What is the largest n-digit pandigital prime that exists?
My code for checking whether the number is Pandigital or not is -
private static boolean isPan(Long n) {
HashSet<Long> list = new HashSet<Long>();
int count = 0;
while(n != 0){
list.add(n%10);
count++;
n /= 10;
}
for(int i = 9; i>count; i--){
if(list.contains(i)) return false;
}
for(int i = 1; i<= count; i++){
if(!list.contains(i)) return false;
}
return true;
}
This code gave me an infinite loop. So, I changed my code like this -
private static boolean isPan(Long n) {
HashSet<Integer> list = new HashSet<Integer>();
int count = 0;
while(n != 0){
list.add((int) (n%10));
count++;
n /= 10;
}
for(int i = 9; i>count; i--){
if(list.contains(i)) return false;
}
for(int i = 1; i<= count; i++){
if(!list.contains(i)) return false;
}
return true;
}
I just changed, HashSet<Long> to HashSet<Integer> and list.add(n%10) to list.add((int) n%10).
This gave me the correct answer, 7652413. So, can anyone explain why the contains method works differently for Long when compared to Integer?
contains(Object o) method doesn't work different for Long vs Integer. It works exactly the same, i.e.
Returns true if this set contains the specified element. More formally, returns true if and only if this set contains an element e such that (o==null ? e==null : o.equals(e)).
Notice however that method accepts Object as parameter type, not E. That means you can call it with any type of object. Of course, any object type other than E would cause it to return false, since equals() would fail for objects of different types (with some exceptions).
So, when you call contains(x), and x is a primitive, it will be auto-boxed, based on the type of x, not on the type of E. So if x is an int and E is Long, it'll always return false.
It is not contains() that suddenly works different, when you change Long to Integer. It is your code that works different, by correctly matching the type of value passed to contains() to the type of elements in the collection.
UPDATE
Your code is not very efficient:
It takes a Long as a parameter, but max n is by nature 9, and and int can store 9-digit numbers without overflow, so use of Long, and use of boxing, is unnecessary.
It allocates a new HashSet for every value being checked, and autoboxes every digit found, plus 9 times for the contains() calls.
Instead, this can be done using bit-manipulation, since as 32-bit int value can easily store 10 boolean values (flags) indicating whether a digit was present.
The code below will establish two bit-masks, found and expected, which will indicate whether a digit is found, and whether a digit was supposed to be found.
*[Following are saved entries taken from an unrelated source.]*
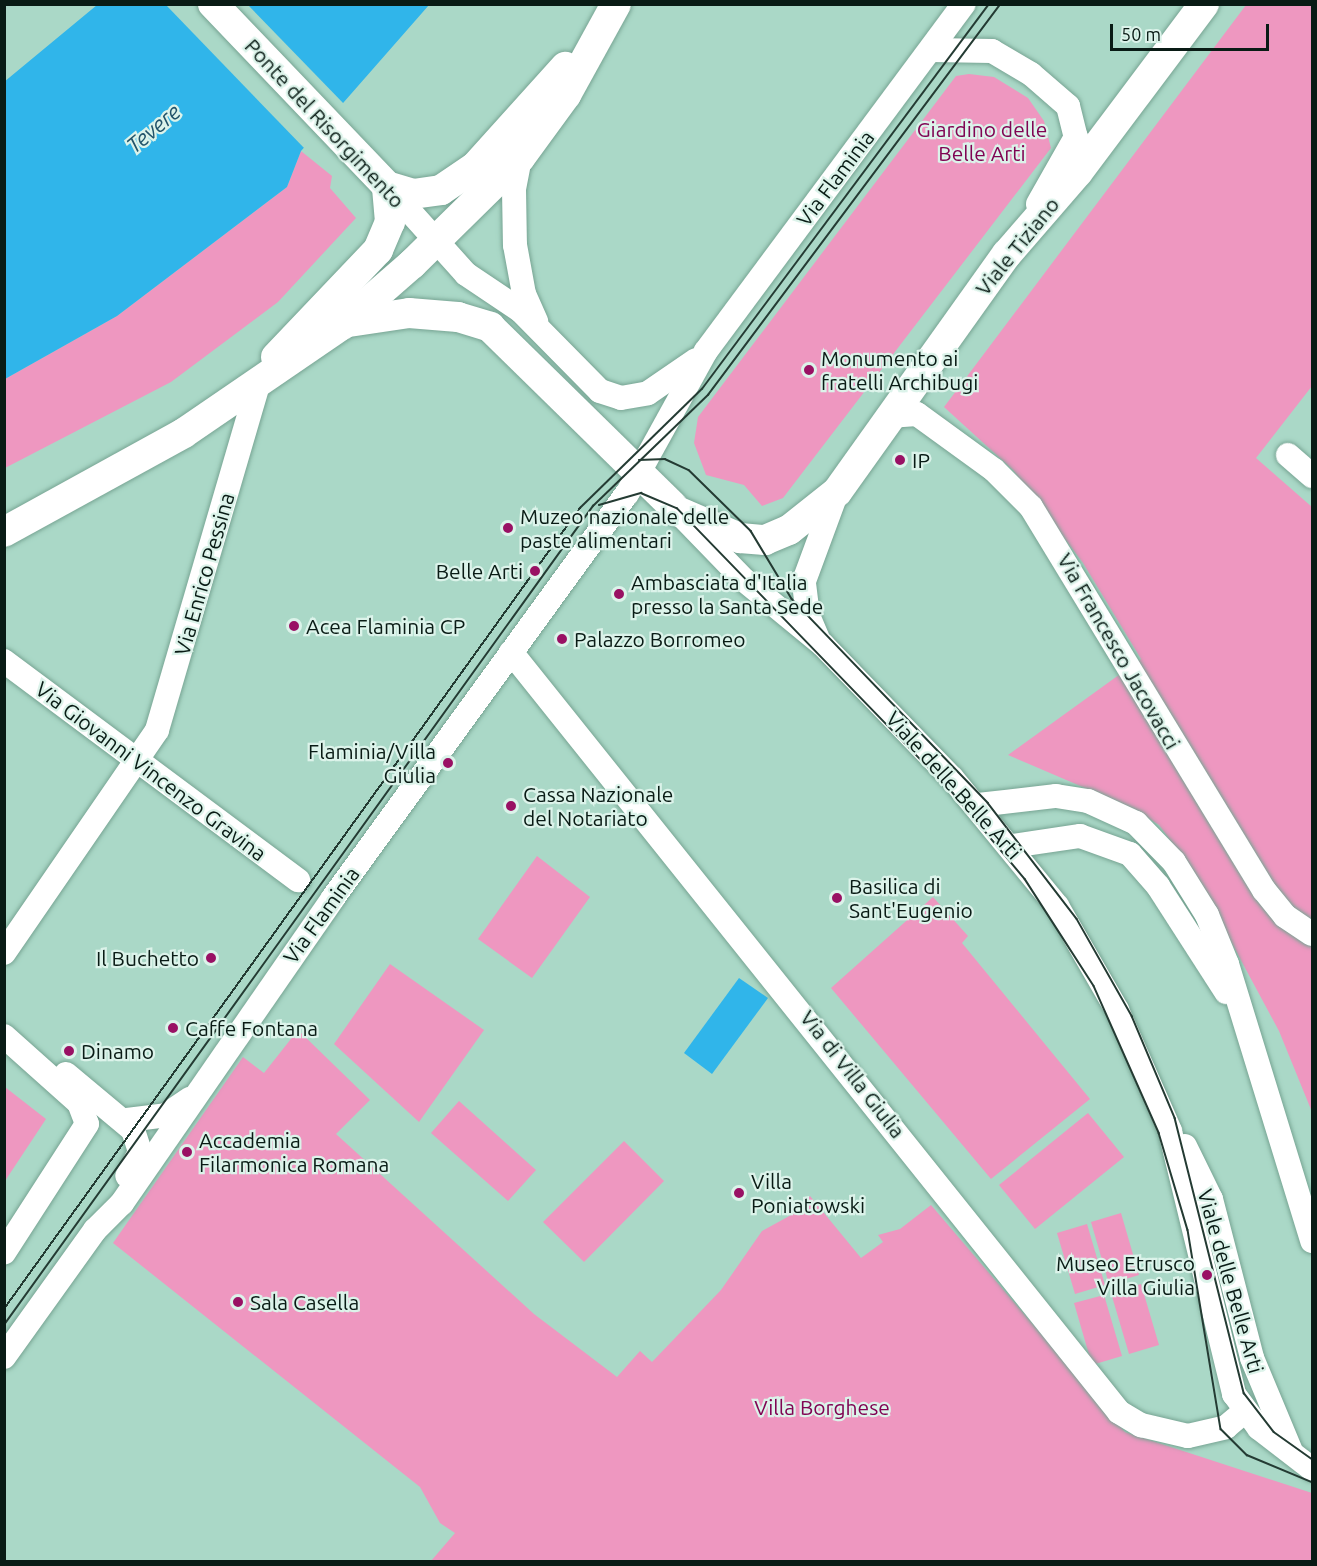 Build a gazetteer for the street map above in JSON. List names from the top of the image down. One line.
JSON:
{"streets":{"main road":["Ponte del Risorgimento","Viale Tiziano"],"street":["Via Flaminia","Via Enrico Pessina","Via Francesco Jacovacci","Via Giovanni Vincenzo Gravina","Viale delle Belle Arti","Via di Villa Giulia"]},"crossings":[["Via Flaminia","Via di Villa Giulia"],["Viale Tiziano","Via Francesco Jacovacci"],["Viale Tiziano","Viale delle Belle Arti"],["Via Enrico Pessina","Via Giovanni Vincenzo Gravina"],["Viale delle Belle Arti","Via di Villa Giulia"]],"water":["Tevere"],"parks":["Giardino delle Belle Arti","Villa Borghese"],"places":["Monumento ai fratelli Archibugi","IP","Muzeo nazionale delle paste alimentari","Belle Arti","Ambasciata d'Italia presso la Santa Sede","Acea Flaminia CP","Palazzo Borromeo","Flaminia/Villa Giulia","Cassa Nazionale del Notariato","Basilica di Sant'Eugenio","Il Buchetto","Caffe Fontana","Dinamo","Accademia Filarmonica Romana","Villa Poniatowski","Museo Etrusco Villa Giulia","Sala Casella"],"scale_bar":"50 m"} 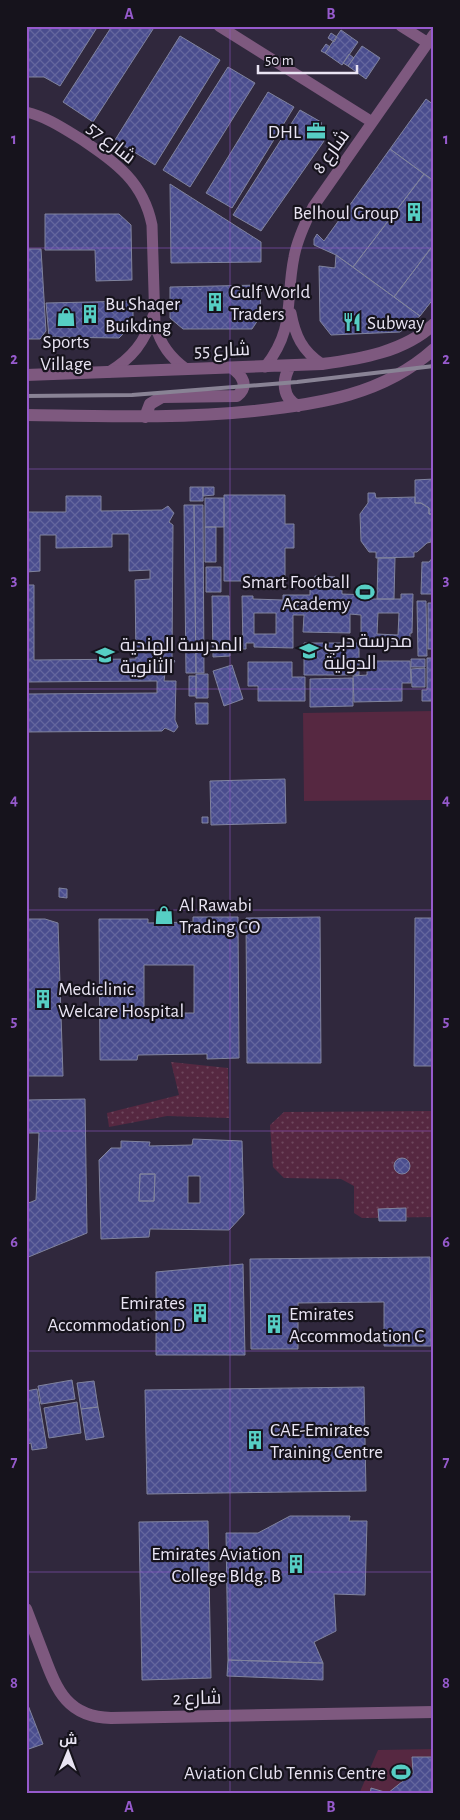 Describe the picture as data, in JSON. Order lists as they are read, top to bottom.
{
  "streets": {
    "street": [
      "شارع 57",
      "شارع 8",
      "شارع 55",
      "شارع 2"
    ]
  },
  "crossings": [
    ["شارع 57", "شارع 55"],
    ["شارع 8", "شارع 55"]
  ],
  "places": {
    "office": ["DHL"],
    "building": [
      "Belhoul Group",
      "Gulf World Traders",
      "Bu Shaqer Buikding",
      "Mediclinic Welcare Hospital",
      "Emirates Accommodation D",
      "Emirates Accommodation C",
      "CAE-Emirates Training Centre",
      "Emirates Aviation College Bldg. B"
    ],
    "shop": ["Sports Village", "Al Rawabi Trading CO"],
    "restaurant": ["Subway"],
    "sports": ["Smart Football Academy", "Aviation Club Tennis Centre"],
    "school or university": ["مدرسة دبي الدولية", "المدرسة الهندية الثانوية"]
  },
  "scale_bar": "50 m",
  "north": "top",
  "grid": {
    "columns": ["A", "B"],
    "rows": [
      "1",
      "2",
      "3",
      "4",
      "5",
      "6",
      "7",
      "8"
    ]
  }
} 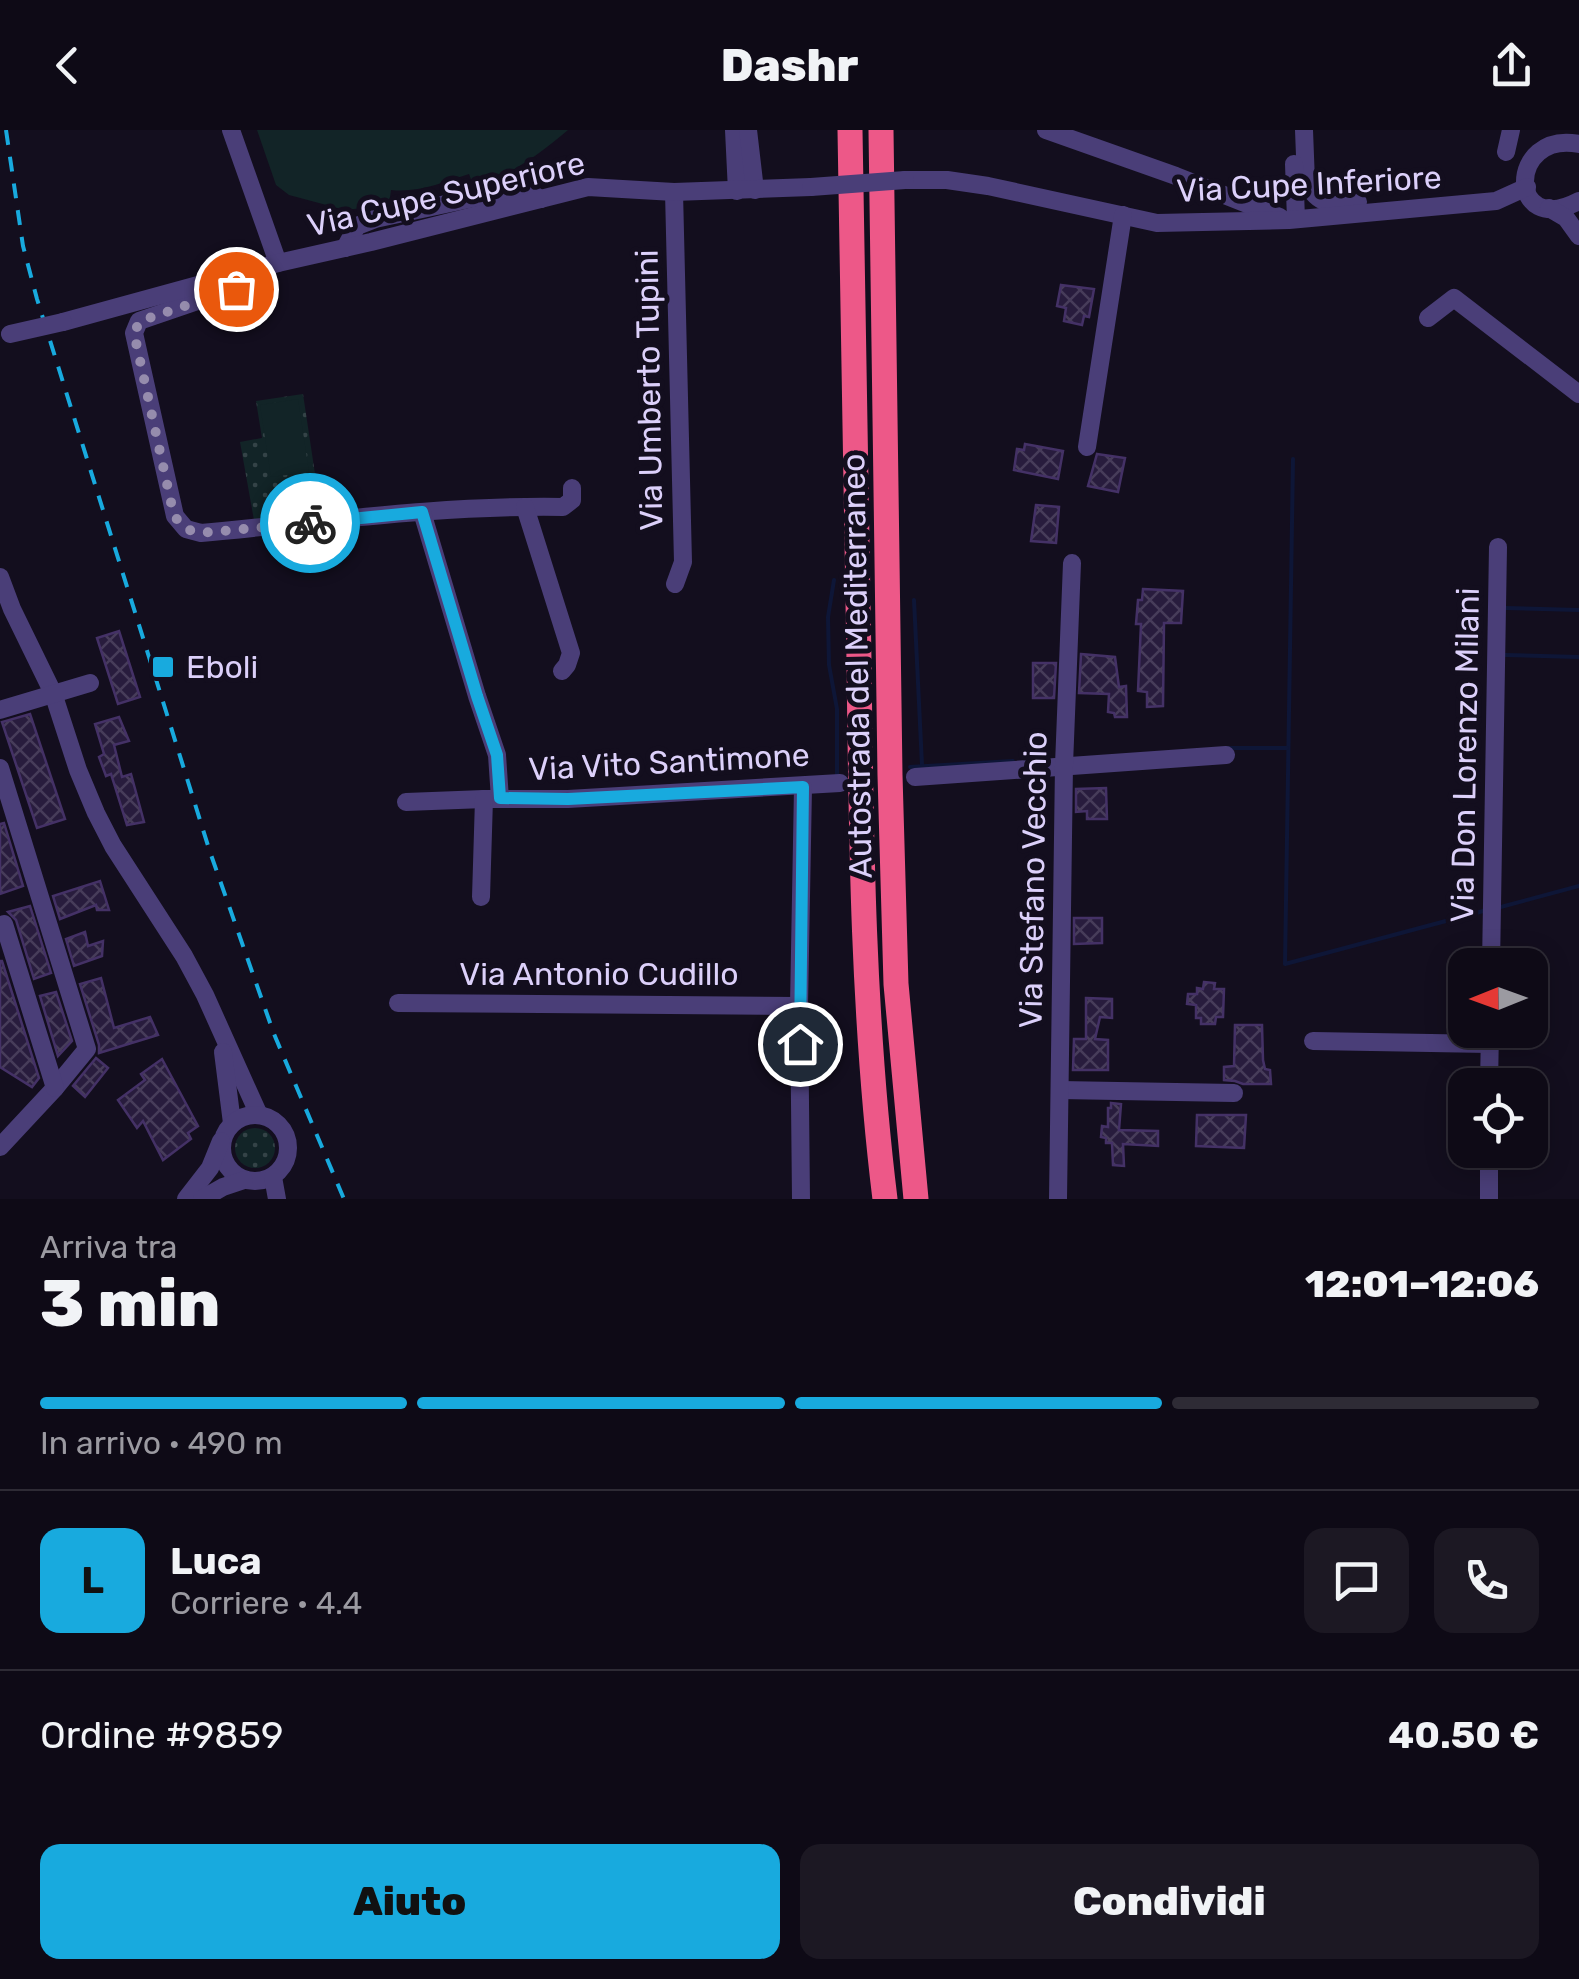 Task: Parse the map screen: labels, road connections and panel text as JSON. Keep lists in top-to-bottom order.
{
  "streets": {
    "highway": ["Autostrada del Mediterraneo"],
    "street": [
      "Via Cupe Inferiore",
      "Via Cupe Superiore",
      "Via Umberto Tupini",
      "Via Don Lorenzo Milani",
      "Via Vito Santimone",
      "Via Stefano Vecchio",
      "Via Antonio Cudillo"
    ]
  },
  "crossings": [
    ["Via Cupe Inferiore", "Via Cupe Superiore"],
    ["Via Cupe Superiore", "Via Umberto Tupini"]
  ],
  "places": {
    "transit": ["Eboli"]
  },
  "north": "left",
  "page": {
    "header": "Dashr",
    "heading": ["3 min", "Arriva tra", "12:01–12:06"],
    "panel": [
      "Luca",
      "Corriere · 4.4",
      "Ordine #9859",
      "40.50 €"
    ],
    "bar": "In arrivo · 490 m",
    "round": "L",
    "buttons": ["Aiuto", "Condividi"]
  }
}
Since solution should only use digits 1-n, we'll claim digit 0 is present and expected (makes logic simpler, not having to do special checks for 0).
If a digit is presented twice (or digit 0 is presented once), another expected digit will be missing, and found will not equal expected.
private static boolean isPandigital(int number) {
int found = 1, expected = 1;
for (int n = number; n != 0; n /= 10, expected = (expected << 1) | 1)
found |= 1 << (n % 10);
return (found == expected);
}
If you want your code run correctly,see your code whose list is HashSet<Long>:
for(int i = 1; i<= count; i++){
if(!list.contains(i)) return false;
}
you can change the type of variable i to long,or change if(!list.contains(i)) return false; to the if(!list.contains(Long.valueOf(i))) return false;
Because of the contains will check element in existence by the element's method equals.In above code,the variable i is auto-boxed to Integer instance,because the variable i is primitive int.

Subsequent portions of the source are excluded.